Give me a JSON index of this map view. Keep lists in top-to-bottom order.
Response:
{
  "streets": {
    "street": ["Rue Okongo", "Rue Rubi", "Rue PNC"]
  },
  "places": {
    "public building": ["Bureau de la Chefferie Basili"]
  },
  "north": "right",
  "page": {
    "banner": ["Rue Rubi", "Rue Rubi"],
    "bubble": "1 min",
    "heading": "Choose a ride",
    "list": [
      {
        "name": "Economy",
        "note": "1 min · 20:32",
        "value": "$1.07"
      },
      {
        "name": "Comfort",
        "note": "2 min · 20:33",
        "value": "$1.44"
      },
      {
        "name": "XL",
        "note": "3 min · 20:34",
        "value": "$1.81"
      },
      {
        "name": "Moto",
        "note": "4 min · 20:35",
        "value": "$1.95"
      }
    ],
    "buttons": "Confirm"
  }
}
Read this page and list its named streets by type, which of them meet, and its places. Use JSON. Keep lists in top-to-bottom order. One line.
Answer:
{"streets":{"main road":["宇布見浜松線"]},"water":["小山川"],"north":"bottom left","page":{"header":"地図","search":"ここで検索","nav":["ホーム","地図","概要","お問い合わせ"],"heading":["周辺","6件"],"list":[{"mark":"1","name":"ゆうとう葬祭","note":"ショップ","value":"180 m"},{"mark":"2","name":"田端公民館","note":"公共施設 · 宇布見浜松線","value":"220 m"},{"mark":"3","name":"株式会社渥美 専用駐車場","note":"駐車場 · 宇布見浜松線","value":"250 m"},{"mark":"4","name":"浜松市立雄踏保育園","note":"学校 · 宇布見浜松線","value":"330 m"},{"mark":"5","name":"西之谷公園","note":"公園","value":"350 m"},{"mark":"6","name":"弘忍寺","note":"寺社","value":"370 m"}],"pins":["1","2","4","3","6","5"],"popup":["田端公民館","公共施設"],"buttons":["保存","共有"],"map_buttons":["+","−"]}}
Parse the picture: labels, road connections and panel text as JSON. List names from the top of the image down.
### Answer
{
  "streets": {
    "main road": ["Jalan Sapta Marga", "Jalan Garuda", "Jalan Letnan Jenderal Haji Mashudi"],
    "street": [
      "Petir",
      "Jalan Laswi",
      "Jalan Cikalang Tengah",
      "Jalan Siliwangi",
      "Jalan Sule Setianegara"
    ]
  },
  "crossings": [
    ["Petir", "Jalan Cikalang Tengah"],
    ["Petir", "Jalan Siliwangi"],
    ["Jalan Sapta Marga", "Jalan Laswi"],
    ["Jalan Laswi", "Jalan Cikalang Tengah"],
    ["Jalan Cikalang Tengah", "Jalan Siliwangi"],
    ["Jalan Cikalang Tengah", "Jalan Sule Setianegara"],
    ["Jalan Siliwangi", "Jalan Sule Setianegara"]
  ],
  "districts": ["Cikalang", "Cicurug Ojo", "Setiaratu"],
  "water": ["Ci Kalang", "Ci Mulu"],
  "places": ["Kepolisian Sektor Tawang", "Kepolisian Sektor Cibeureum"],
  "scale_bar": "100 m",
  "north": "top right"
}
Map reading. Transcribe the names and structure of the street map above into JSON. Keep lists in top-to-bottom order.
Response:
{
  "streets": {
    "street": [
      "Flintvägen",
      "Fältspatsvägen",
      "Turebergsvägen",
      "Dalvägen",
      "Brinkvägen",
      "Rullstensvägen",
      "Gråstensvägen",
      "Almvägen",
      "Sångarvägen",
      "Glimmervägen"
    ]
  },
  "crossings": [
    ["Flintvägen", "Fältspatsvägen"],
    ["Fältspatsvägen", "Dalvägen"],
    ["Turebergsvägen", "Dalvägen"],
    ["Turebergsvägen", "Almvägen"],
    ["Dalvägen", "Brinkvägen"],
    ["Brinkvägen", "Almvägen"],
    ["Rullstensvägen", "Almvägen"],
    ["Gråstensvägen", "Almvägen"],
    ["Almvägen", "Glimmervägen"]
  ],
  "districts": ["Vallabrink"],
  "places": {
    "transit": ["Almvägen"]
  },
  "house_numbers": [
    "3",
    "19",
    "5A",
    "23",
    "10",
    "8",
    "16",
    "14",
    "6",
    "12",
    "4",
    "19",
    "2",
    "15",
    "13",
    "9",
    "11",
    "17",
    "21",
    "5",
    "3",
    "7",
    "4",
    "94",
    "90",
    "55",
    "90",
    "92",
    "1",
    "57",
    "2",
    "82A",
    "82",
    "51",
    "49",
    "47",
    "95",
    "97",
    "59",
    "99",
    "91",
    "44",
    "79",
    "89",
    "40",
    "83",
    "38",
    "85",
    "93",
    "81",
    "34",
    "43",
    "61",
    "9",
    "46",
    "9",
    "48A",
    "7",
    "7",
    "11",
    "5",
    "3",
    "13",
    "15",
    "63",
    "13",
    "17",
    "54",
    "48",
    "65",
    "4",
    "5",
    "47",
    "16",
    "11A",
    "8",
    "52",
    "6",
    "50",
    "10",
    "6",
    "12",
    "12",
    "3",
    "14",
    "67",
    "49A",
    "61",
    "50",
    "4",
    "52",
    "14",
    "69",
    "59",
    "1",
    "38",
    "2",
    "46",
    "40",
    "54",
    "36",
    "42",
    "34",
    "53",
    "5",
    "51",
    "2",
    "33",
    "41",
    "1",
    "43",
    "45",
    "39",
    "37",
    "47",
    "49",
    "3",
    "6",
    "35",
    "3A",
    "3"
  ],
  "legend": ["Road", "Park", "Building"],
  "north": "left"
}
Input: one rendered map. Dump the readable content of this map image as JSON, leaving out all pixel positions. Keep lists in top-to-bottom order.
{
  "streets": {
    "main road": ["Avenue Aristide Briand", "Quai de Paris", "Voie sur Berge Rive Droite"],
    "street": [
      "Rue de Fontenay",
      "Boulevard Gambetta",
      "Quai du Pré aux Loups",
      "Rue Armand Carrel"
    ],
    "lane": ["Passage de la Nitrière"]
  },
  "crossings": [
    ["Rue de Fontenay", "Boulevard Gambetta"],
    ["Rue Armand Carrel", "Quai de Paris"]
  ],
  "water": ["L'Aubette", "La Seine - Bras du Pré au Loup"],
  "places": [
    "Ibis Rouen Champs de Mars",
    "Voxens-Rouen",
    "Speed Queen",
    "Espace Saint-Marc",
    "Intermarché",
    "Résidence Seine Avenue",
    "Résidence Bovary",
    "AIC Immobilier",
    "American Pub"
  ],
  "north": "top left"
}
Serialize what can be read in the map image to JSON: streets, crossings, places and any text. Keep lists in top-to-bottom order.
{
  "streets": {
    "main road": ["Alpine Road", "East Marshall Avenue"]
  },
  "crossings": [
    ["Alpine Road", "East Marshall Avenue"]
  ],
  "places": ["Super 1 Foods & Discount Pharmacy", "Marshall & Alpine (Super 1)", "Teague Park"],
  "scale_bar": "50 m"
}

◆ ◆ ◆ ◆ ◆ ◆ ◆

YOUR ASSIGNMENT: Scan the preceding listing for the string "Paris" and copy every line where it occurs.

WRITTEN RESPONSE:
    "main road": ["Avenue Aristide Briand", "Quai de Paris", "Voie sur Berge Rive Droite"],
    ["Rue Armand Carrel", "Quai de Paris"]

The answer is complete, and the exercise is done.